Saved entries
____________________
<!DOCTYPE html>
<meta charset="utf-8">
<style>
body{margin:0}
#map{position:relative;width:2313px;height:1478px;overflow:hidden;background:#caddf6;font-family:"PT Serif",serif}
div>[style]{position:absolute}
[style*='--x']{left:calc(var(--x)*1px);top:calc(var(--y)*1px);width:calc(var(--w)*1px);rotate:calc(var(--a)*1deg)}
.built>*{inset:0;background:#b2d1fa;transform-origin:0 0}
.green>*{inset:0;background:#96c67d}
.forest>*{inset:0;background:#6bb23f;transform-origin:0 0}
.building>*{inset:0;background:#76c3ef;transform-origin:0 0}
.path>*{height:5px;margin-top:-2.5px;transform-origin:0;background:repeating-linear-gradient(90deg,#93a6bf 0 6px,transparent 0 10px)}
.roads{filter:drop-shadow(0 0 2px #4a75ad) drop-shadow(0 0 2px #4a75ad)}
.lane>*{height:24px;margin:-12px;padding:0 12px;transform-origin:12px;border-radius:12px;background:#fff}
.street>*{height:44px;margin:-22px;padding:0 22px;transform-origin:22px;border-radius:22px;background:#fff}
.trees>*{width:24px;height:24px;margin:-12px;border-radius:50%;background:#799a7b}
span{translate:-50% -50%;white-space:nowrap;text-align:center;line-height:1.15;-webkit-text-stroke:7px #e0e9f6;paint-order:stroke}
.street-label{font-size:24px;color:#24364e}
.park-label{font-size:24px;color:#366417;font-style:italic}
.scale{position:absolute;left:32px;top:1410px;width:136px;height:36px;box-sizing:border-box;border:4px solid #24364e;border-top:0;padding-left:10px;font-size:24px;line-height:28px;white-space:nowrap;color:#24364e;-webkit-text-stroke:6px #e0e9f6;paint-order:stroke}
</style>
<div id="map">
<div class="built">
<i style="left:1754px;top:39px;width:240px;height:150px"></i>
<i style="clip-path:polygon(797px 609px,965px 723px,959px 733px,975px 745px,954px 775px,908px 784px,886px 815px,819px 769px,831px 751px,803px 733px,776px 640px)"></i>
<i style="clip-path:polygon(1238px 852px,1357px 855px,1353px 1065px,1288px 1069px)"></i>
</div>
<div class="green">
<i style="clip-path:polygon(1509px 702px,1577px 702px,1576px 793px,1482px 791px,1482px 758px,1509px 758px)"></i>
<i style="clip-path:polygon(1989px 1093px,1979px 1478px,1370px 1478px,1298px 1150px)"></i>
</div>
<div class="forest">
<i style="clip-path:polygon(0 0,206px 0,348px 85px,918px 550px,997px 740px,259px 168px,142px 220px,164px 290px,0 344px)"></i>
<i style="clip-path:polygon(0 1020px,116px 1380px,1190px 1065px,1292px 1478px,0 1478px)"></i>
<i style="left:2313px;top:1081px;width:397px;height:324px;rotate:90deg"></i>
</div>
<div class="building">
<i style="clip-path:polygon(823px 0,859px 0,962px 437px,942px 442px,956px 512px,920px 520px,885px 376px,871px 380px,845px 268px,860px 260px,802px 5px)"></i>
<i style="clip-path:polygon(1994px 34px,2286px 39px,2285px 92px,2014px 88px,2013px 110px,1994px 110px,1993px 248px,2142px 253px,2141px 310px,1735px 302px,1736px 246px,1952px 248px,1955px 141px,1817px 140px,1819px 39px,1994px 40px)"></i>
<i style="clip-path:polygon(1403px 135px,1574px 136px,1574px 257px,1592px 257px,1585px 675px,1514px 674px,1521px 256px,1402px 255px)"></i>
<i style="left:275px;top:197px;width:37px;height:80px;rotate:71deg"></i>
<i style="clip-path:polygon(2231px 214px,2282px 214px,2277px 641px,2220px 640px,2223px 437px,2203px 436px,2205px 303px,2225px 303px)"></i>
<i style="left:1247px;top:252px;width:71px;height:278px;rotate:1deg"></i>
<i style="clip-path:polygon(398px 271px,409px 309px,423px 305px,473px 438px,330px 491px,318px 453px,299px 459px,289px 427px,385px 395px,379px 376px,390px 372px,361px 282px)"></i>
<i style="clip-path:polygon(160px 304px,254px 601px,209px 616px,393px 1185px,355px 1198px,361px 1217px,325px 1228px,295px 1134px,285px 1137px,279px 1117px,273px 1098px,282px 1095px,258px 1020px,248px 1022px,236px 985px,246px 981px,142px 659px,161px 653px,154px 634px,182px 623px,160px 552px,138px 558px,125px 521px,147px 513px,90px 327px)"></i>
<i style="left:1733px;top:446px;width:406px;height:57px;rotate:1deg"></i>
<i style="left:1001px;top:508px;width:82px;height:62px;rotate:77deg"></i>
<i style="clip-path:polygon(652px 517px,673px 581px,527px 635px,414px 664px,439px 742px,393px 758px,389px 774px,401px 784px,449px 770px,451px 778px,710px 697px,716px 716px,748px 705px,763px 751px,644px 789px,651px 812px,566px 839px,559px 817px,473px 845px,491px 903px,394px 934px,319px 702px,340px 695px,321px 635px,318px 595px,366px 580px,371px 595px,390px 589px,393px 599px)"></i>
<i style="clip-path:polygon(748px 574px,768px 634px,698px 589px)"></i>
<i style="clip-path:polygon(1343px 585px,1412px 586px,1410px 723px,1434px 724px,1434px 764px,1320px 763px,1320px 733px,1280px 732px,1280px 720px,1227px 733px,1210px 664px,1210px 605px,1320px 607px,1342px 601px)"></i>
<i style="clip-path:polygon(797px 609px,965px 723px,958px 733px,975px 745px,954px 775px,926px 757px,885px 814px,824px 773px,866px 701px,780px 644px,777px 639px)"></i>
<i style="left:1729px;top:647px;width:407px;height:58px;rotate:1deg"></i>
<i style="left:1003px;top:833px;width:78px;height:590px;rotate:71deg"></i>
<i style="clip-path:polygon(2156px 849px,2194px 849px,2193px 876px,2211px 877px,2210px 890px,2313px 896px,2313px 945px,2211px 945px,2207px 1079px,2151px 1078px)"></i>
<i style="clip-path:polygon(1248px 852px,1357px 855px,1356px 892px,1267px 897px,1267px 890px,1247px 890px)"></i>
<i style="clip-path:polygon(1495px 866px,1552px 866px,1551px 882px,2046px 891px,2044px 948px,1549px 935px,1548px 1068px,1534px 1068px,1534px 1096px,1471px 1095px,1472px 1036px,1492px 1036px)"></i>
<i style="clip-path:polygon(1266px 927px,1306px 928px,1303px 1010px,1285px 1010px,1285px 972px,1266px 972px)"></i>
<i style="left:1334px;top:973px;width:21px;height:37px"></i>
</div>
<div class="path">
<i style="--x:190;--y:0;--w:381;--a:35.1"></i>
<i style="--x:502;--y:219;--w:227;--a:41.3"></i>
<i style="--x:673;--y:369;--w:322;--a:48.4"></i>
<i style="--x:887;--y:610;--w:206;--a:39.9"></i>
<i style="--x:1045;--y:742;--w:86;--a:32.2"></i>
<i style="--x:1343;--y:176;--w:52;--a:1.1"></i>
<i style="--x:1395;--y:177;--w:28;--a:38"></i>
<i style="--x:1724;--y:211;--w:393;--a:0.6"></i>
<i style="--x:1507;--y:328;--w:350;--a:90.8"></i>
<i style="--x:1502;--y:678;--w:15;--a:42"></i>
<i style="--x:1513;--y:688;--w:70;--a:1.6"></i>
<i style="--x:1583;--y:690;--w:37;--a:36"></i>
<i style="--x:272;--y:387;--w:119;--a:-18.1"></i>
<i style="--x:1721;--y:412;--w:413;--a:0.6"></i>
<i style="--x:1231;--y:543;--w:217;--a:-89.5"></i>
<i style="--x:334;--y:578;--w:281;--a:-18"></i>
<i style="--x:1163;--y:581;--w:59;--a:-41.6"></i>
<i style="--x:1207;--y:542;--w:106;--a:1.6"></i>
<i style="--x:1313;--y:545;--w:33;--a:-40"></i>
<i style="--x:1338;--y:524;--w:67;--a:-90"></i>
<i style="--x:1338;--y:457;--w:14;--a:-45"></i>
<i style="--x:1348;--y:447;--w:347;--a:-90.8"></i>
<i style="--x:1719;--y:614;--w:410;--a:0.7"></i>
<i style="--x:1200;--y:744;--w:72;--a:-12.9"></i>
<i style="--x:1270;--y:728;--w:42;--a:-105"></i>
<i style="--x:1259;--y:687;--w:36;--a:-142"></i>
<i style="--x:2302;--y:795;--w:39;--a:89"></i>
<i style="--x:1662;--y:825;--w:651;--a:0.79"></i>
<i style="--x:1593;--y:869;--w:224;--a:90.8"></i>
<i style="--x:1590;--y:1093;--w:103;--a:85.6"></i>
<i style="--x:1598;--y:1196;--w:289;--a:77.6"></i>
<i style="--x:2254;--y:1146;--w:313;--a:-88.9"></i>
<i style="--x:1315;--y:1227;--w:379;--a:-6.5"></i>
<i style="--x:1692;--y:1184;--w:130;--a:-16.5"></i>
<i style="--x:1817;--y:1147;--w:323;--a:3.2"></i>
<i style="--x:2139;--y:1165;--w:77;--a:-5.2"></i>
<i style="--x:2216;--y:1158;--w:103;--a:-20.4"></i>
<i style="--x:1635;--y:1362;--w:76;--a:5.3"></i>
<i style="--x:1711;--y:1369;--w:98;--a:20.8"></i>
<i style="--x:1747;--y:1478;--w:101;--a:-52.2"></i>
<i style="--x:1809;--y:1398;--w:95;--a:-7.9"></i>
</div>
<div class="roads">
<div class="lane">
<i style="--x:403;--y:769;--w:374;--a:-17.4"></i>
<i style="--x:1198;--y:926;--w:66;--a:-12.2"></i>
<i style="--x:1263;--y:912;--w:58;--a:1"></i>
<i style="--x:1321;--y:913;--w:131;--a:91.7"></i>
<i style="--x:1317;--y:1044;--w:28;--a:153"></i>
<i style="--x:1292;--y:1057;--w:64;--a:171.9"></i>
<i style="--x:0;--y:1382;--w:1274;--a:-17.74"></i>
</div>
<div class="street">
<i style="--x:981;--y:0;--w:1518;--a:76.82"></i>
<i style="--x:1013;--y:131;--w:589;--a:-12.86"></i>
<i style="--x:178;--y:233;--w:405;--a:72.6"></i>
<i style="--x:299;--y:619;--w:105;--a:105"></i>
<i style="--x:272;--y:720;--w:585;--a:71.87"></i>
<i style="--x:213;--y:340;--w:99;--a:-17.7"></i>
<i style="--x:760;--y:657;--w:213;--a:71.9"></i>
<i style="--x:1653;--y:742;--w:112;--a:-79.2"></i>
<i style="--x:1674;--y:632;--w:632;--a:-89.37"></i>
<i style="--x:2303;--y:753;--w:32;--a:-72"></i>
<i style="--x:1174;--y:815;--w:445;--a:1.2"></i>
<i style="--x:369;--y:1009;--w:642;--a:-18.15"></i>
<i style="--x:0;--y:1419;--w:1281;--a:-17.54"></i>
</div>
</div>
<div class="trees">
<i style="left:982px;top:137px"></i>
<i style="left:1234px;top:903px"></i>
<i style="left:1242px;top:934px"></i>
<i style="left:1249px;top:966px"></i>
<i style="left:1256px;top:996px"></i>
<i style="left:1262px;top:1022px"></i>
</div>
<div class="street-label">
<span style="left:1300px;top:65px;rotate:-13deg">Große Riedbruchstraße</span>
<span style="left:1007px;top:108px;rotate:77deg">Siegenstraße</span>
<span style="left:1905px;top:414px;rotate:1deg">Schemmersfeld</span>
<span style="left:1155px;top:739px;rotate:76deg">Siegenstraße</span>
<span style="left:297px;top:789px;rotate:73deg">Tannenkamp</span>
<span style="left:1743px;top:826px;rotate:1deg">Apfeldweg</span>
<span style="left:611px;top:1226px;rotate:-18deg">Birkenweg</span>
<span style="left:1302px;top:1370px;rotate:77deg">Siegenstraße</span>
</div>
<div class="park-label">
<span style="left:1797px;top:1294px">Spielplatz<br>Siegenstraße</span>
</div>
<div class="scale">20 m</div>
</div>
____________________
Which lines above contain the word "built"? Copy each one.

_ANSWER SECTION_
.built>*{inset:0;background:#b2d1fa;transform-origin:0 0}
<div class="built">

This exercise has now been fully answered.